[Stored items from a collection]
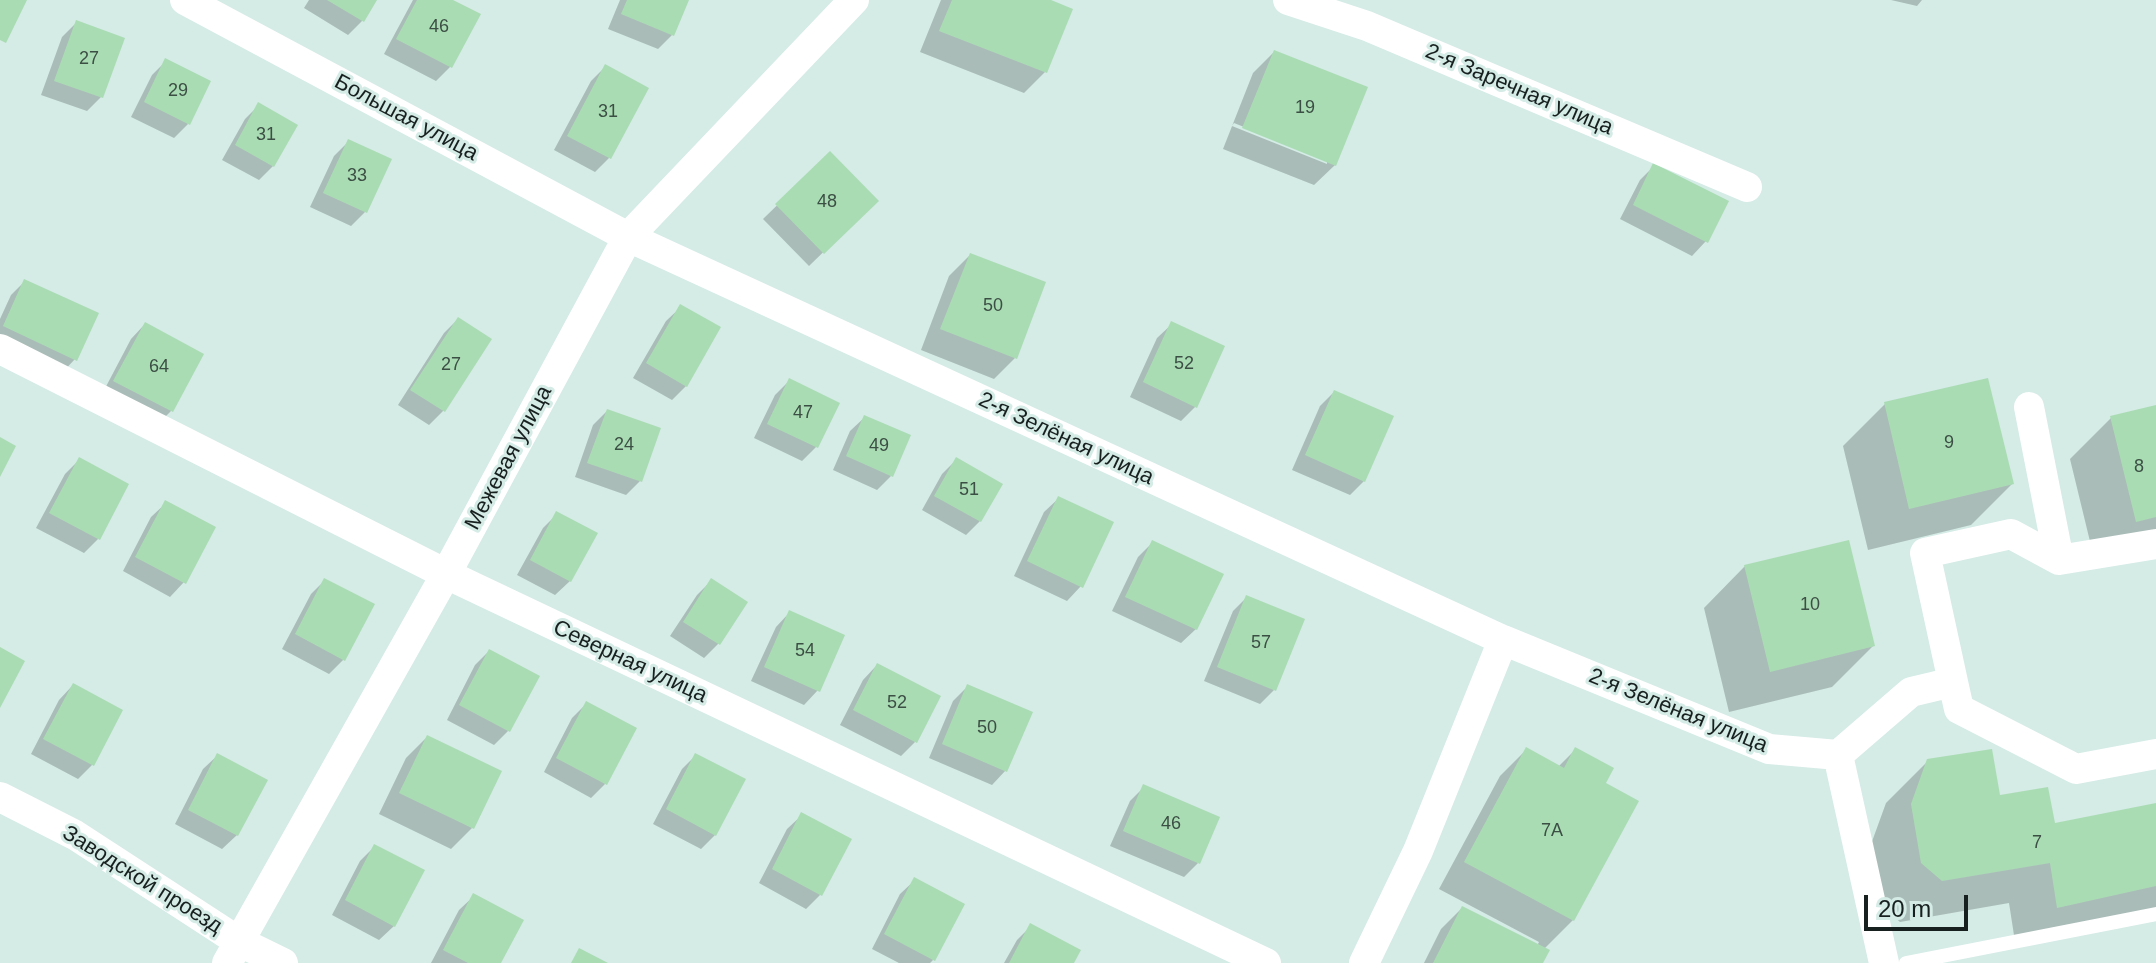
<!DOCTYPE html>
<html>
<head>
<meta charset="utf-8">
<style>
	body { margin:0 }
	#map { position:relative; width:2156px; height:963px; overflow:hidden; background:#d4ebe6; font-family:Helvetica,sans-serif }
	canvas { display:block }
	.scale { position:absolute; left:1864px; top:895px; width:104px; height:36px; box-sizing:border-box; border:4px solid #18201f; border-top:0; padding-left:10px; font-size:24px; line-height:28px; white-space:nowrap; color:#18201f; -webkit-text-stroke:6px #d4ebe6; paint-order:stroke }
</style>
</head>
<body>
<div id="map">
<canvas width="2156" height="963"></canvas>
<div class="scale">20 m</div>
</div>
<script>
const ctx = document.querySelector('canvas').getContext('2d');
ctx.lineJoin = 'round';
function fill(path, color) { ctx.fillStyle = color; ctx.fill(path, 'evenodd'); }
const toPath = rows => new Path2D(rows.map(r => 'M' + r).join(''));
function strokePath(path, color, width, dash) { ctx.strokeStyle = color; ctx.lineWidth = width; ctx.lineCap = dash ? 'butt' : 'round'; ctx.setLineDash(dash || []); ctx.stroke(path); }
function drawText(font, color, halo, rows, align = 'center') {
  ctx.font = font + ' Helvetica,sans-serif'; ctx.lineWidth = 6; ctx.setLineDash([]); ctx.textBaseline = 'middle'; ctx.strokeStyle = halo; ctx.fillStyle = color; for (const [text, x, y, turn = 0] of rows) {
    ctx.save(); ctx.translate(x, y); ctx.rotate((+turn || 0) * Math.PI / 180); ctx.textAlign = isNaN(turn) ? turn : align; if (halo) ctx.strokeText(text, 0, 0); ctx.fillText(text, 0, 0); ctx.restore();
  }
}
fill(toPath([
	[309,0,375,0,362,21,348,35,304,8],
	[413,0,448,0,478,15,450,67,436,81,384,54],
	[620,0,687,0,672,35,658,49,608,29],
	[941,0,1045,0,1045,72,1024,93,920,52],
	[1891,0,1922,0,1917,6],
	[77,22,101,97,87,111,41,95,62,37],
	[1274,52,1335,165,1314,185,1223,149,1253,73],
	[1234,123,1327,160,1327,164,1232,126],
	[166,61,188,124,174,138,131,117,152,75],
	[605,67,609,158,595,172,554,150,591,81],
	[259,105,273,166,259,180,222,160,245,119],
	[348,142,389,160,365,212,351,226,310,207,334,156],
	[830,154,876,201,809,266,763,219],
	[1654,166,1706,241,1692,256,1620,219,1640,180],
	[970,255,1015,358,994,379,921,350,949,276],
	[25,281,75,359,61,374,0,345,0,319,11,295],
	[681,307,686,386,672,400,633,378,666,321],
	[458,319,490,340,443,411,429,425,398,405,444,333],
	[145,324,201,354,171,411,157,425,101,396,131,339],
	[1172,324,1196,406,1181,421,1130,397,1157,338],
	[789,381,837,404,816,447,802,461,754,438,775,395],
	[1334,392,1364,481,1350,495,1292,470,1320,406],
	[1885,404,2012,484,1971,525,1868,550,1843,446],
	[2156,407,2156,548,2095,562,2070,459,2111,418],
	[607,411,659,429,640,481,626,495,575,477,593,425],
	[865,417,891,476,877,490,833,470,850,431],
	[79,460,127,485,98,539,84,553,36,528,65,474],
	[956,460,980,521,966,535,922,510,942,474],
	[1059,498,1081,586,1067,601,1014,576,1044,512],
	[166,503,184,582,170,597,123,571,151,517],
	[557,514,570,581,555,595,517,575,543,528],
	[1152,543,1196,629,1181,643,1112,611,1138,557],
	[1745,566,1873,646,1832,687,1729,712,1704,608],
	[325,580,344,659,329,674,282,649,311,594],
	[711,581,745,603,718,644,704,658,670,636,697,595],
	[1247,597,1274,690,1260,704,1204,681,1233,611],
	[790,612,818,690,804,705,751,681,776,627],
	[489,651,508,731,494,745,447,720,475,665],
	[877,665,915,742,901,756,840,725,863,680],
	[73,685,121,711,92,765,78,779,31,754,59,700],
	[967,687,1006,770,992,785,929,758,953,701],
	[586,704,605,784,591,798,544,772,572,718],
	[427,737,472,828,451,849,379,814,406,758],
	[1527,749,1558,767,1576,749,1603,784,1573,920,1544,949,1541,963,1424,963,1441,929,1462,908,1537,946,1539,942,1439,889,1500,776],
	[218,755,237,835,222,849,175,824,203,769],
	[696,755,715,835,701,849,653,824,682,769],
	[1928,761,2053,826,2156,805,2156,917,2016,948,2009,903,1900,922,1881,905,1870,847,1886,803],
	[1144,787,1198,863,1184,877,1110,846,1130,801],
	[802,815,820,895,806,909,759,883,787,829],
	[375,846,394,926,379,940,332,915,360,861],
	[915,880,933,960,930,963,899,963,872,949,900,894],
	[474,896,499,963,431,963,459,910],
	[1031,926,1072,963,1004,963,1017,940]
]), '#0003');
fill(toPath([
	[0,0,27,0,6,43,0,40],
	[327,0,377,0,364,22],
	[417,0,453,0,481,14,452,68,396,39],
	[627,0,689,0,674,36,621,14],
	[952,0,1051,0,1073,9,1047,73,939,31],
	[76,20,125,38,103,98,54,81],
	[1274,50,1368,87,1336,166,1242,128],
	[165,58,211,81,190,125,144,102],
	[605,64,649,88,611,159,567,136],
	[258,102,298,125,274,167,235,145],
	[348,139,392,159,367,213,323,193],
	[830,151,879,201,824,254,775,204],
	[1653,163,1729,201,1708,243,1633,205],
	[970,253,1046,282,1017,359,940,329],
	[24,279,99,313,77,361,3,326],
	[680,304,721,327,687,387,646,363],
	[458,317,492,339,445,412,410,390],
	[1171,321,1225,346,1197,408,1143,382],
	[145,322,204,354,173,412,113,381],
	[789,378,840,403,818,448,767,424],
	[1988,378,2014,484,1909,509,1884,402],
	[1334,390,1394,416,1365,482,1305,455],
	[2156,405,2156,517,2136,522,2110,416],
	[607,409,661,428,642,482,587,463],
	[864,415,911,435,893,477,846,456],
	[0,437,16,446,0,477],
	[79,457,129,484,100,540,49,513],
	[956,457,1003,484,981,522,934,496],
	[1058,496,1114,522,1083,588,1027,561],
	[165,500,216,527,186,584,135,557],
	[556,511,598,533,571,582,530,560],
	[1152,540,1224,574,1197,630,1125,597],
	[1849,540,1875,646,1770,672,1744,565],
	[324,578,375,604,345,661,295,634],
	[711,578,748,602,720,645,683,622],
	[1246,595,1305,619,1276,691,1217,667],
	[789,610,845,635,820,692,764,667],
	[0,647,25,661,0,708],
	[489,649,540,676,510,732,459,705],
	[877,663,941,696,917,743,853,710],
	[73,683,123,710,94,766,43,739],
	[967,684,1033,712,1007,772,942,744],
	[586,701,637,728,607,785,556,758],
	[427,735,502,771,474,829,399,793],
	[1526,747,1564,768,1575,747,1614,768,1606,783,1639,801,1574,921,1464,862],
	[1992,749,2000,795,2048,787,2055,823,2156,803,2156,886,2057,908,2050,863,1942,881,1921,863,1911,804,1927,759],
	[217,753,268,780,238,836,188,810],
	[695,753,746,779,716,836,666,809],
	[1143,784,1220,817,1200,864,1123,831],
	[801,812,852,839,822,896,772,869],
	[374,844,425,870,395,927,345,900],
	[914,877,965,904,935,961,884,934],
	[473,893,524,920,501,963,468,963,443,950],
	[1462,906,1550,950,1543,963,1433,963],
	[1030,923,1081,950,1074,963,1009,963],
	[579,948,608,963,571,963]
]), '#aadcb4');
strokePath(toPath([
	[1906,963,2156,914]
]), '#fff', 14);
strokePath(toPath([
	[185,0,628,237,1503,640,1769,749,1838,755,1884,963],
	[1288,0,1367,26,1747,187],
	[0,349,446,574,1266,963],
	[2029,407,2059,560],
	[1953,682,1959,709,2076,769,2156,754],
	[1838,755,1911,692,1953,682,1925,553,2011,534,2059,560,2156,544],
	[0,797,75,835,238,941,283,963],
	[227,963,446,574,628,237,854,0],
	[1364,963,1418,851,1503,640]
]), '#fff', 30);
drawText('18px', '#3c4f44', null, [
	["46",439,27],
	["27",89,59],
	["29",178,91],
	["19",1305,108],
	["31",608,112],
	["31",266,135],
	["33",357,176],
	["48",827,202],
	["50",993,306],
	["52",1184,364],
	["27",451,365],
	["64",159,367],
	["47",803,413],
	["9",1949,443],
	["24",624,445],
	["49",879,446],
	["8",2139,467],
	["51",969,490],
	["10",1810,605],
	["57",1261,643],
	["54",805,651],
	["52",897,703],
	["50",987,728],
	["46",1171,824],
	["7А",1552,831],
	["7",2037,843]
]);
drawText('22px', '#18201f', '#d4ebe6', [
	["2-я Заречная улица",1519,90,23],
	["Большая улица",406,118,28],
	["2-я Зелёная улица",1066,439,25],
	["Межевая улица",509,458,-62],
	["Северная улица",630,662,25],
	["2-я Зелёная улица",1678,711,22],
	["Заводской проезд",142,880,32]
]);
</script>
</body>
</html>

# WHAT NEEDS TO BE DONE
Extract every line containing the string "turn" from the data above.

# RESULT BELOW
  ctx.font = font + ' Helvetica,sans-serif'; ctx.lineWidth = 6; ctx.setLineDash([]); ctx.textBaseline = 'middle'; ctx.strokeStyle = halo; ctx.fillStyle = color; for (const [text, x, y, turn = 0] of rows) {
    ctx.save(); ctx.translate(x, y); ctx.rotate((+turn || 0) * Math.PI / 180); ctx.textAlign = isNaN(turn) ? turn : align; if (halo) ctx.strokeText(text, 0, 0); ctx.fillText(text, 0, 0); ctx.restore();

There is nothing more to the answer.